От тишины от этой еще пуще сердце щемило. Морозу бы теперь лютого, так чтоб деревья трескались! Да выбежать бы в одной рубахе, окунуться в мороз, как в воду студеную, чтоб продернуло всего, чтоб ногами притопнуть – живо бы всю дурь из головы вон…
А морозы не шли, все больше ростепель. Небывалое дело: зимнего пути еще нет по Унже. А ведь святки уж на дворе.
Первый тому знак – стал отец Семен о гусях каждый день говорить. Напретил одно:
– Гусятинки бы, мать, а? За гусями-то ехать – время, мать, а?
– Гусятинку любил отец Семен до смерти, без гусятины – и праздник не в праздник. А за гусями – вон куда ехать, в Варегу, за сорок верст. Ну да уж заодно – изюму купить для кутьи, муки подрукавной: стал Иван розвальни снаряжать.
– К середе-то, Иван, управишься?
– Я-то? Управлюсь.
– Ну, то-то. Ты гляди, к ночи чтоб не попасть. Волки ведь. Как это со мной-то вышло… – И уж в какой раз принимался отец Семен рассказывать: из той же Вареги он ехал, и волки увязались, и как он им по гусю выкидывал – так ни одного и не довез.
А Иван из Вареги нарочно в ночь выехал: волки так волки, хоть что-нибудь, развернуться бы в чем, одолеть бы что.
И как на смех – хоть бы один. Может, оттого на охоту не вышли волки, что ночь была ясная, месячная. Другие сутки стоял мороз.
К Пожоге приехал Иван в полдень. До перевоза доехал – у перевоза народ, шум: паром-то не ходит. Унжа – стала. Вот те и раз!
Унжа тут не широкая, видно, как на том боку машут руками. Бабы кричат – дразнятся:
– Эй, вы, заунженские! А ну-ко, по первопутку-то к нам?
– Ты, зевластая, помолчи! А то как вот перееду да как почну мутыскать…
– А ну, переедь! А переедь, переедь-ка, я погляжу!

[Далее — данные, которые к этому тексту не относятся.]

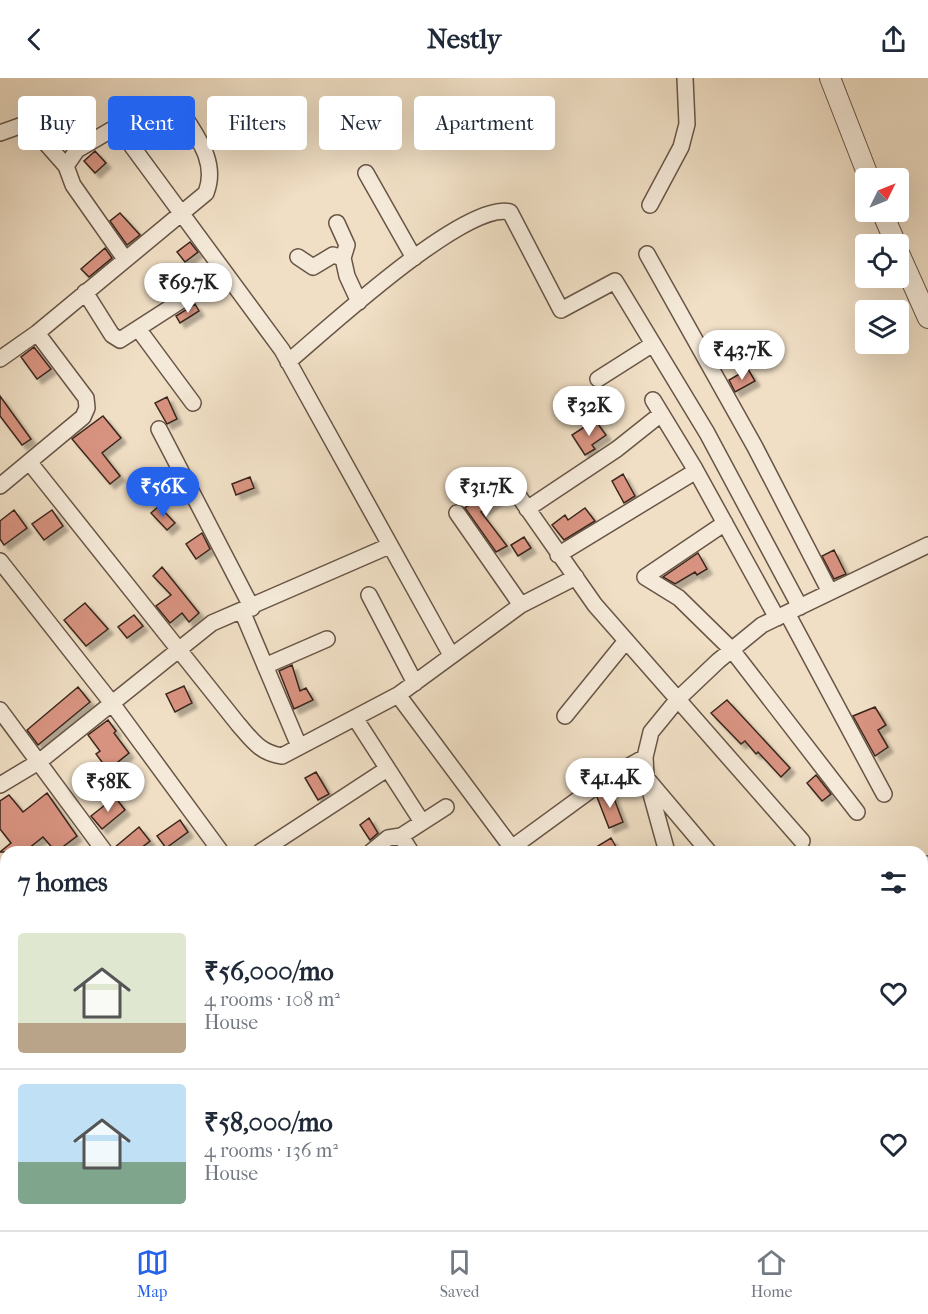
<!DOCTYPE html>
<html lang="en">
<head>
<meta charset="utf-8">
<style>
  :root { --surface:#fff; --page:#f6f6f7; --text:#1f2937; --muted:#747a83; --line:#e0e1e3; --accent:#2563eb }
  body { margin:0; font-family:"IM FELL French Canon",serif; background:var(--page); color:var(--text); height:100vh; display:flex; flex-direction:column; font-size:22px; white-space:nowrap }
  * { box-sizing:border-box; margin:0 }
  p { font-size:20px; color:var(--muted) }
  .icon { flex:none; width:33px; height:33px; fill:none; stroke:currentColor; stroke-width:2; stroke-linecap:round; stroke-linejoin:round }
  .map { position:relative; flex:1; overflow:hidden }
  .panel { position:absolute; left:0px; top:768px; width:928px; height:384px; display:flex; flex-direction:column; background:var(--surface); border-radius:18px 18px 0 0; box-shadow:0 6px 24px #0002 }
  .panel>* { flex:none }
  .banner { position:absolute; left:18px; top:18px; width:600px; height:54px; display:flex; gap:12px }
  .needle { width:39px; rotate:47deg }
  .tools { position:absolute; left:855px; top:90px; display:grid; gap:12px }
  .tools a { display:grid; place-items:center; width:54px; height:54px; border-radius:6px; background:var(--surface); box-shadow:0 6px 24px #0002; font-size:30px }
  .price { position:absolute; translate:-50% -51px; padding:0 14px; border-radius:21px; background:#fff; color:#222; font-size:20px; line-height:39px; filter:drop-shadow(0 2px 3px #0008) }
  .price::after { content:''; position:absolute; left:50%; top:36px; width:18px; height:14px; margin-left:-9px; background:inherit; clip-path:polygon(0 0,100% 0,50% 100%) }
  .price.current { background:var(--accent); color:#fff }
  ul { padding:0; list-style:none }
  li { display:flex; align-items:center; gap:18px; height:150px; padding:0 18px }
  li+li { border-top:2px solid var(--line) }
  li span { display:grid; place-items:center; flex:none; width:168px; height:120px; border-radius:6px; color:#555 }
  li>.icon { margin-inline-start:auto }
  span .icon { width:72px; height:72px; fill:#fffc; stroke-width:1 }
  li b { font-size:26px }
  h2 { display:flex; justify-content:space-between; align-items:center; height:72px; padding:0 18px; font-size:26px }
  .tag { padding:0 21px; border-radius:6px; background:var(--surface); box-shadow:0 6px 24px #0002; font-size:21px; line-height:54px }
  .tag.current { background:var(--accent); color:#fff }
  header { display:flex; justify-content:space-between; align-items:center; height:78px; padding:0 18px; background:var(--surface); font-size:27px; font-weight:700 }
  .menu { display:flex; justify-content:space-around; align-items:center; height:84px; border-top:2px solid var(--line); background:var(--surface); font-size:16px; color:var(--muted) }
  .menu a { display:grid; justify-items:center; gap:3px }
  .menu .current { color:var(--accent) }
  .map>svg:first-child { display:block }
  .building { fill:#d89380; stroke:#3a271c; stroke-width:1.5; filter:url(#shadow) }
  .lines { fill:none; stroke-linecap:round; stroke-linejoin:round }
  .minor-casing { stroke:#685546; stroke-width:18 }
  .tertiary-casing { stroke:#685546; stroke-width:22 }
  .minor { stroke:#f5ead9; stroke-width:15 }
  .tertiary { stroke:#f5ead9; stroke-width:20 }
</style>
</head>
<body>
<header><svg class="icon" aria-label="back" viewBox="0 0 24 24"><path d="M15 5l-7 7 7 7"/></svg>Nestly<svg class="icon" aria-label="share" viewBox="0 0 24 24"><path d="M12 15V3M7 8l5-5 5 5M5 13v7h14v-7"/></svg></header>
<div class="map">
<svg width="928" height="1152" viewBox="0 0 928 1152">
  <defs>
    <filter id="shadow"><feDropShadow dx="5" dy="5" stdDeviation="1.5" flood-color="#0004"/></filter>
  </defs>
  <rect width="100%" height="100%" fill="#f0dfc5"/>
  <filter id="stains"><feTurbulence type="fractalNoise" baseFrequency=".00333" numOctaves="4"/><feColorMatrix values="0 0 0 0 .2 0 0 0 0 .09 0 0 0 0 .02 0 0 0 .5 -.17"/></filter>
  <radialGradient id="worn" r=".72"><stop offset=".6" stop-color="#630" stop-opacity="0"/><stop offset="1" stop-color="#630" stop-opacity=".3"/></radialGradient>
  <path class="building" d="M 95,73 L 106,85 L 95,95 L 84,83 Z
    M 120,135 L 140,157 L 127,167 L 110,143 Z
    M 190,164 L 198,174 L 185,184 L 177,174 Z
    M 105,170 L 112,180 L 89,199 L 81,191 Z
    M 195,226 L 199,233 L 180,245 L 176,238 Z
    M 34,269 L 51,291 L 37,301 L 21,279 Z
    M 748,291 L 755,303 L 735,314 L 729,302 Z
    M 0,318 L 31,361 L 22,367 L 0,338 Z
    M 167,319 L 177,341 L 167,346 L 155,325 Z
    M 103,338 L 121,360 L 102,375 L 120,398 L 110,406 L 72,361 Z
    M 595,342 L 606,357 L 592,367 L 595,371 L 585,377 L 572,357 Z
    M 623,396 L 635,418 L 624,425 L 612,403 Z
    M 250,399 L 254,410 L 236,417 L 232,406 Z
    M 492,409 L 500,420 L 481,434 L 507,468 L 496,474 L 465,430 Z
    M 159,428 L 175,445 L 167,452 L 151,435 Z
    M 585,430 L 595,443 L 564,462 L 552,447 L 565,437 L 568,442 Z
    M 14,432 L 27,450 L 4,467 L 0,461 L 0,443 Z
    M 52,432 L 63,448 L 44,462 L 32,446 Z
    M 202,455 L 210,471 L 196,481 L 186,466 Z
    M 524,459 L 531,470 L 518,478 L 511,467 Z
    M 834,472 L 846,496 L 834,501 L 822,478 Z
    M 698,475 L 707,491 L 697,497 L 695,494 L 675,506 L 663,499 Z
    M 162,489 L 199,535 L 189,544 L 182,535 L 170,545 L 156,528 L 171,517 L 153,498 Z
    M 85,525 L 108,551 L 86,568 L 64,542 Z
    M 134,537 L 143,548 L 127,560 L 118,549 Z
    M 292,587 L 300,613 L 306,610 L 313,622 L 294,631 L 279,593 Z
    M 184,608 L 192,625 L 175,634 L 166,616 Z
    M 78,609 L 90,624 L 38,667 L 27,652 Z
    M 727,622 L 790,690 L 781,699 L 758,674 L 756,676 L 745,663 L 741,666 L 711,635 Z
    M 875,629 L 886,647 L 878,652 L 888,669 L 875,678 L 853,638 Z
    M 108,642 L 116,653 L 114,655 L 129,675 L 108,692 L 96,676 L 100,673 L 88,657 Z
    M 316,694 L 329,716 L 318,722 L 305,700 Z
    M 816,697 L 831,716 L 822,723 L 807,705 Z
    M 610,710 L 623,744 L 609,750 L 597,719 Z
    M 47,715 L 77,758 L 56,774 L 43,759 L 24,774 L 0,774 L 11,765 L 0,751 L 0,723 L 9,717 L 23,734 Z
    M 115,719 L 125,732 L 102,751 L 91,738 Z
    M 369,740 L 378,755 L 370,762 L 360,747 Z
    M 180,742 L 188,754 L 166,770 L 157,758 Z
    M 139,749 L 150,763 L 136,774 L 115,774 L 114,770 Z
    M 611,760 L 619,774 L 588,774 Z"/>
  <g class="lines">
    <g class="minor-casing">
      <path id="minor" d="M 0,55 L 28,45 L 66,88
        M 366,95 L 414,180
        M 650,127 L 681,69 L 687,46 L 685,0
        M 337,145 L 347,167 L 343,180 L 347,198 L 359,224
        M 647,176 L 755,369 L 830,514
        M 298,179 L 313,189 L 333,177 L 343,180
        M 125,181 L 73,107 L 66,88 L 77,72 L 111,52 L 123,56 L 282,272 L 451,577
        M 85,214 L 112,257 L 120,262 L 224,195
        M 139,252 L 193,325
        M 0,281 L 37,255 L 206,115 C 218,84 197,59 181,33
        M 288,284 C 325,253 466,122 510,134 L 561,232 L 615,203 L 707,355 L 800,529
        M 598,301 L 653,266
        M 653,322 L 695,391 L 777,540
        M 159,351 L 252,530
        M 30,385 L 238,646 C 252,662 260,675 282,678 L 398,617 L 521,527 L 576,499
        M 0,408 L 83,339 L 87,330 L 86,320 L 37,255
        M 513,410 L 595,527 L 802,763
        M 527,431 L 617,371 L 661,336
        M 457,435 L 521,527
        M 725,445 L 645,499 L 679,520 L 732,572 L 857,734
        M 558,477 L 696,393
        M 0,483 L 111,624 L 221,774
        M 369,517 L 415,605
        M 242,533 L 299,668
        M 787,535 L 884,716
        M 265,588 L 327,561
        M 398,617 L 512,770
        M 0,632 L 105,774
        M 565,638 L 625,564
        M 355,640 L 422,744
        M 649,703 L 709,774
        M 0,707 L 40,683 L 212,545 L 389,468
        M 401,758 L 446,729
        M 260,774 L 387,691
        M 371,774 L 388,760 L 401,758 L 411,774
        M 506,774 L 606,701 L 645,679
        M 667,774 L 646,698 L 645,679 L 651,654 L 678,621 L 718,583 L 762,547 L 928,467
        M 922,790 L 928,786
        M 0,836 L 6,844
        M 0,893 L 6,889
        M 922,929 L 928,926
        M 0,986 L 6,995
        M 924,990 L 928,999
        M 922,1115 L 928,1112
        M 0,1124 L 6,1124
        M 21,1146 L 24,1152
        M 111,1146 L 115,1152
        M 222,1146 L 227,1152
        M 363,1146 L 367,1152
        M 811,1146 L 813,1152
        M 905,1146 L 906,1152"/>
    </g>
    <g class="tertiary-casing">
      <path id="tertiary" d="M 830,0 L 869,100
        M 882,134 L 896,166
        M 898,173 L 928,240"/>
    </g>
    <use href="#minor" class="minor"/>
    <use href="#tertiary" class="tertiary"/>
  </g>
  <rect width="100%" height="100%" filter="url(#stains)"/>
  <rect width="100%" height="100%" fill="url(#worn)"/>
</svg>
<div class="tools">
<a><svg class="needle" viewBox="-14 -14 28 28"><path d="M0-13l5 13h-10z" fill="#e53935"/><path d="M0 13l5-13h-10z" fill="#747a83"/></svg></a>
<a><svg class="icon" aria-label="locate" viewBox="0 0 24 24"><circle cx="12" cy="12" r="6"/><path d="M12 2v4M12 18v4M2 12h4M18 12h4"/></svg></a>
<a><svg class="icon" aria-label="layers" viewBox="0 0 24 24"><path d="M12 4l9 5-9 5-9-5zM3 14l9 5 9-5"/></svg></a>
</div>
<b class="price" style="left:188px;top:236px">₹69.7K</b>
<b class="price" style="left:742px;top:303px">₹43.7K</b>
<b class="price" style="left:589px;top:359px">₹32K</b>
<b class="price current" style="left:163px;top:440px">₹56K</b>
<b class="price" style="left:486px;top:440px">₹31.7K</b>
<b class="price" style="left:610px;top:731px">₹41.4K</b>
<b class="price" style="left:108px;top:735px">₹58K</b>
<div class="banner">
<a class="tag">Buy</a>
<a class="tag current">Rent</a>
<a class="tag">Filters</a>
<a class="tag">New</a>
<a class="tag">Apartment</a>
</div>
<section class="panel">
<h2>7 homes<svg class="icon" aria-label="filters" viewBox="0 0 24 24"><path d="M4 7h16M4 17h16"/><circle cx="9" cy="7" r="2"/><circle cx="15" cy="17" r="2"/></svg></h2>
<ul>
<li><span style="background:linear-gradient(#dfe7d0 75%,#b9a48a 0)"><svg class="icon" aria-label="home" viewBox="0 0 24 24"><path d="M3 11l9-7 9 7M6 9v11h12V9"/></svg></span><div><b>₹56,000/mo</b><p>4 rooms · 108 m²</p><p>House</p></div><svg class="icon" aria-label="heart" viewBox="0 0 24 24"><path d="M12 20l-8-8c-3-5 5-10 8-4 3-6 11-1 8 4z"/></svg></li>
<li><span style="background:linear-gradient(#bfe0f5 65%,#7fa58c 0)"><svg class="icon" aria-label="home" viewBox="0 0 24 24"><path d="M3 11l9-7 9 7M6 9v11h12V9"/></svg></span><div><b>₹58,000/mo</b><p>4 rooms · 136 m²</p><p>House</p></div><svg class="icon" aria-label="heart" viewBox="0 0 24 24"><path d="M12 20l-8-8c-3-5 5-10 8-4 3-6 11-1 8 4z"/></svg></li>
</ul>
</section>
</div>
<nav class="menu">
<a class="current"><svg class="icon" aria-label="map" viewBox="0 0 24 24"><path d="M3 6l6-2 6 2 6-2v14l-6 2-6-2-6 2zM9 4v14M15 6v14"/></svg>Map</a>
<a><svg class="icon" aria-label="saved" viewBox="0 0 24 24"><path d="M7 4h10v16l-5-4-5 4z"/></svg>Saved</a>
<a><svg class="icon" aria-label="home" viewBox="0 0 24 24"><path d="M3 11l9-7 9 7M6 9v11h12V9"/></svg>Home</a>
</nav>
</body>
</html>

И показалось Ивану: на том боку, среди увязанных платнами – мелькнула Марьина голова. Закипело в нем, ударил он лошадь – и стал спускаться на лед. Только спаянный лед – гнулся, булькали под ним пузыри, кругами шел треск.
– А переедет ведь, дьявол! Как Бог свят – переедет…
Иван на лед не глядел, ехал на санях стоймя, крутил вожжами над головой. Только когда уж к тому боку стал подъезжать, вдруг – все кругом в глазах – и куда-то вниз тихонько пошел, пошел, пошел…
Пока это опамятовались, да за ум взялись, да слег накидали на лед, пока вытащили Ивана и лошадь. Лошадь-то, должно быть, передними ногами цеплялась: лошадь только тряслась вся. А Иван – жив ли, нет ли, кто его знает.
– Качай, ребята, качай!
И когда галдеть перестали и начали на свитке качать – стало слышно: выл, причитал чей-то бабий звонкий голос. Поглядели: Марья.
– Качай, ребята! Отживе-е-ет еще, у нас народ крепкой, кряжистой…
Отживе-е-ет! Ну хоть бы послушать Марьины причеты – отживе-е-ет.
1915
Как всегда, на взморье – к пароходу – с берега побежали карбаса. Чего-нибудь да привез пароход: мучицы, сольцы, сахарку.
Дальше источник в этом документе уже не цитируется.